4 Ekim 2012 Perşembe

Şampiyonlar Ligi'nde Beraberlik

Şampiyonlar Ligi'nin belli başlı oturmuş standartları var. Seviyesi çok farklı olduğun için geçtiğimiz sene gruplarda mücadele eden Borussia Dortmund ve Manchester City gibi takımlar gruplarından çıkamadılar. Onların bile bu seviyeye alışabilmeleri için bir sezonluk ısınma turu atmaları gerekti. Aynı gruptalar ve grubun en büyük favorisi ise Real Madrid. Yani geçtiğimiz sezonun Almanya yada İngiltere şampiyonu muhtemelen yoluna Avrupa Ligi'nde devam edecek.

Peki nedir bu ŞL standartı? Üzerinde düşündüğümde en mantıklı cevabı Mehmet Demirkol'dan alıyorum. Mehmet Demirkol her ŞL maçı öncesinde ve sonunda beraberliğin ne kadar önemli olduğundan bahseder. O bahseder ancak bizler 0-0'ı yada beraberliği beğenmeyiz. Belkide beğenmeye başlamalıyız. Mehmet Demirkol'un ne demek istediğini anlayabilmek için Lucescu'nun Galatasaray'daki ikinci yılını hatırlamakta fayda var diye düşünüyorum.

2001-2002 sezonunda Lucescu'nun Galatasaray'ı sezona müthiş ayrılıklarla başlamıştı. Bir önceki sezon Hakan Şükür ayrılığının ardından bu sefer Okan, Emre, Taffarel, Popescu, Hagi ve her şeye rağmen Jardel gibi isimler takımdan ayrılmıştı. Buna rağmen adı sanı bilinmeyen adamlarla Lucescu'nun Galatasaray'ı ilk tur gruplarını başarıyla tamamlamış ve 2. tur gruplarında Barcelona, Liverpool ve Roma ile mücadele etmişti(Bu grup hala ŞL'nin en heyecan verici grubu olarak kabul edilir). O, kimsenin artık eskisi gibi olamaz dediği Galatasaray ilk 5 maç sonunda 5 beraberlik almıştı. Ali Sami Yen'de oynanacak son maçta rakip Barcelona'ydı ve alınacak bir galibiyet Galatasaray'ı bir kez daha en üst seviyenin çeyrek finaline taşıyacaktı. İşte bunu sağlayacak olan şey Mehmet Demirkol'un vurguladığı beraberlik mottosuydu. Hem üst düzey hemde kısa süreli bu turnuvalarda mağlubiyetler çok şey kaybettireceğini çok iyi bilen Lucescu, geride iyi kapanan ve ani ataklarla sonuca gitmek isteyen bir Galatasaray yaratmıştı. O son maça kadar bütün sistem çok iyi işledi ancak son maçta Barcelona'ya 1-0 kaybeden Galatasaray elendi ve bir daha hiç o seviyeye çıkamadı. 

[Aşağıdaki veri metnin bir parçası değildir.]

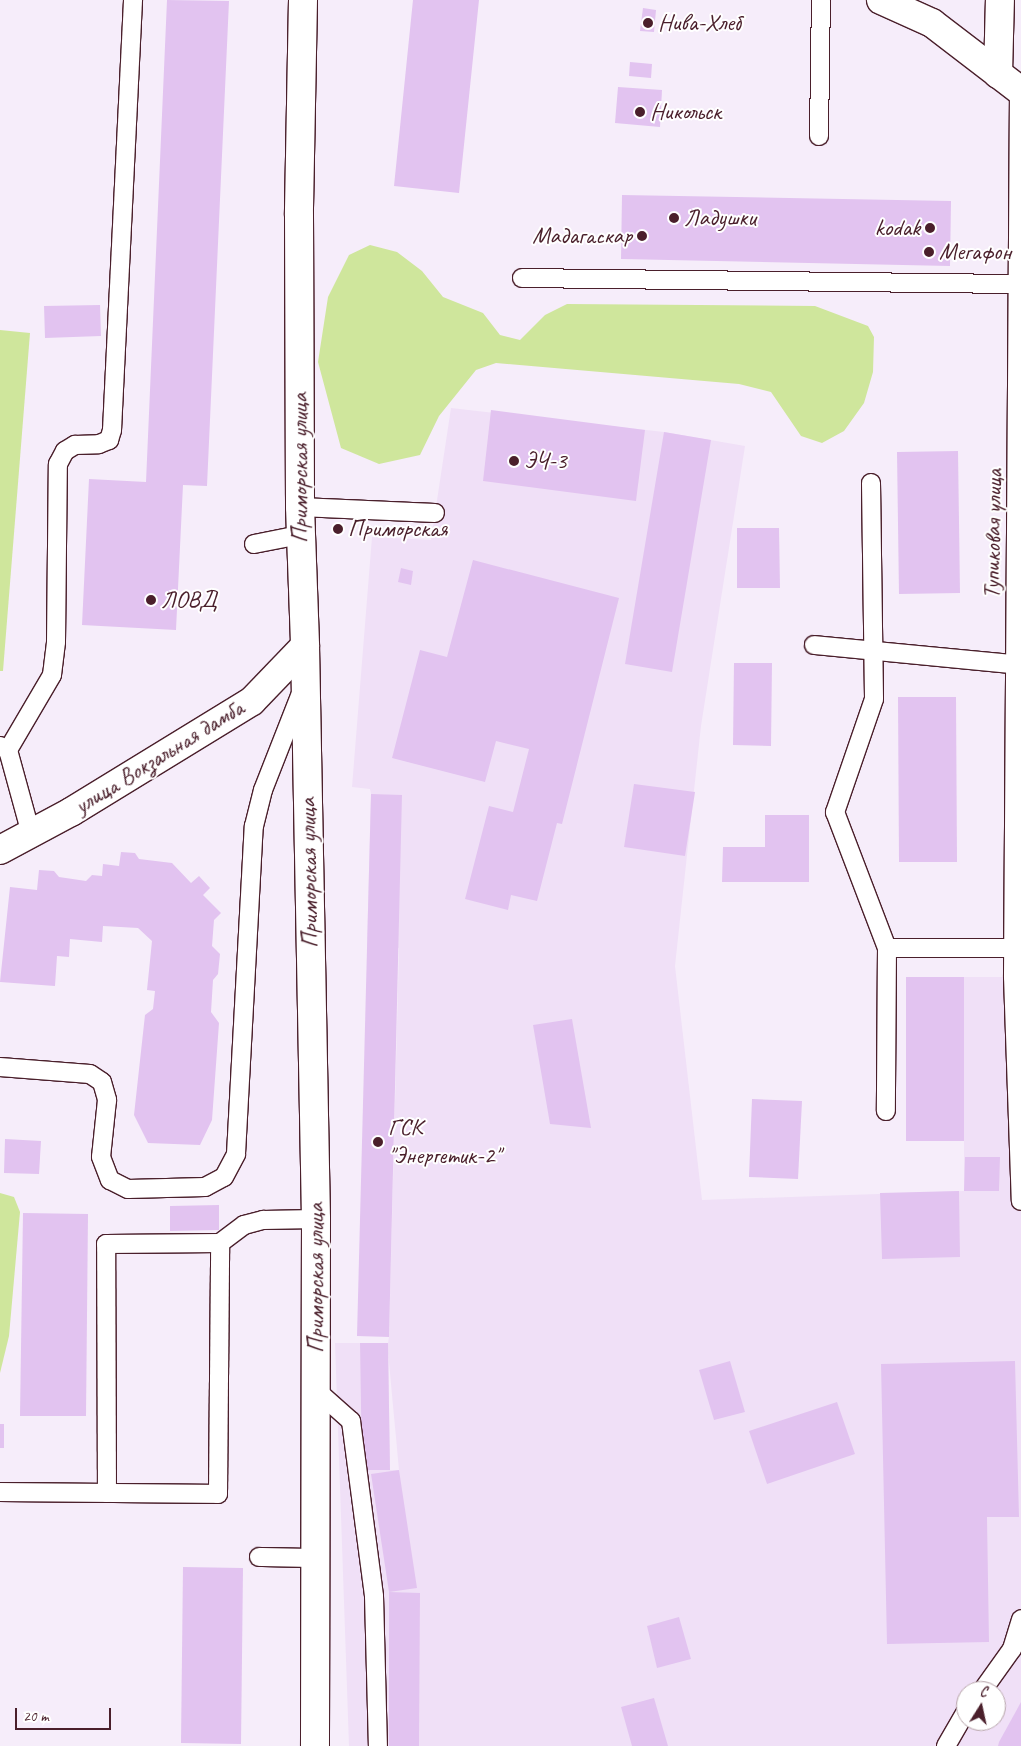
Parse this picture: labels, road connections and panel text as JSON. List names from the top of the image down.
{
  "streets": {
    "main road": ["Приморская улица", "улица Вокзальная дамба"],
    "lane": ["Тупиковая улица"]
  },
  "crossings": [
    ["Приморская улица", "улица Вокзальная дамба"]
  ],
  "places": [
    "Нива-Хлеб",
    "Никольск",
    "Ладушки",
    "kodak",
    "Мадагаскар",
    "Мегафон",
    "ЭЧ-3",
    "Приморская",
    "ЛОВД",
    "ГСК \"Энергетик-2\""
  ],
  "scale_bar": "20 m",
  "north": "top"
}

Peki Fatih Terim Lucescu'nun bildiğini bilmiyor mu? Tabiki biliyor ancak Fatih Terim, Lucescu kadar şanslı değil çünkü elinde ciddi anlamda ŞL tecrübesine sahip Hamit ve Eboue'den başka oyuncusu yok(Cris'in sezon başı planları arasında yer almamasından dolayı iki ismin yanına eklemedim). Herşeye rağmen Fatih Terim'in 2012 model Galatasaray'ı o dönemden bu yana o seviyelere çıkabilecek en uygun kadro. Oyuncular beraberliğinde iyi skor olduğunu öğrenmesiyle birlikte Avrupa standartında bir Galatasaray izleyebiliriz. Burada tek sorun ise bu anlayışın zihinlere kazınmasına kadar sancılı bir süreç yaşanacağı. 

Bu tecrübesizliğe rağmen Galatasaray, Cluj maçlarından alınacak puanlarla tekrar grupta iddialı bir konuma gelebilir. Hatta 6. maçlar onunda gruptan çıkıp yoluna devam da edebilir. Tecrübenin başarıyla kazanılması tabiki muhteşem olur ancak gruplarda başarısız olunduğunda takımdan ümitlerin kesilmemesi gerekir. Çünkü kimsenin unutamadığı 2000 kadrosunun da kupaya uzanmak için gereken tecrübeyi kazanmak için ŞL'den 3 sezon arka arkaya elenmesi gerekmişti.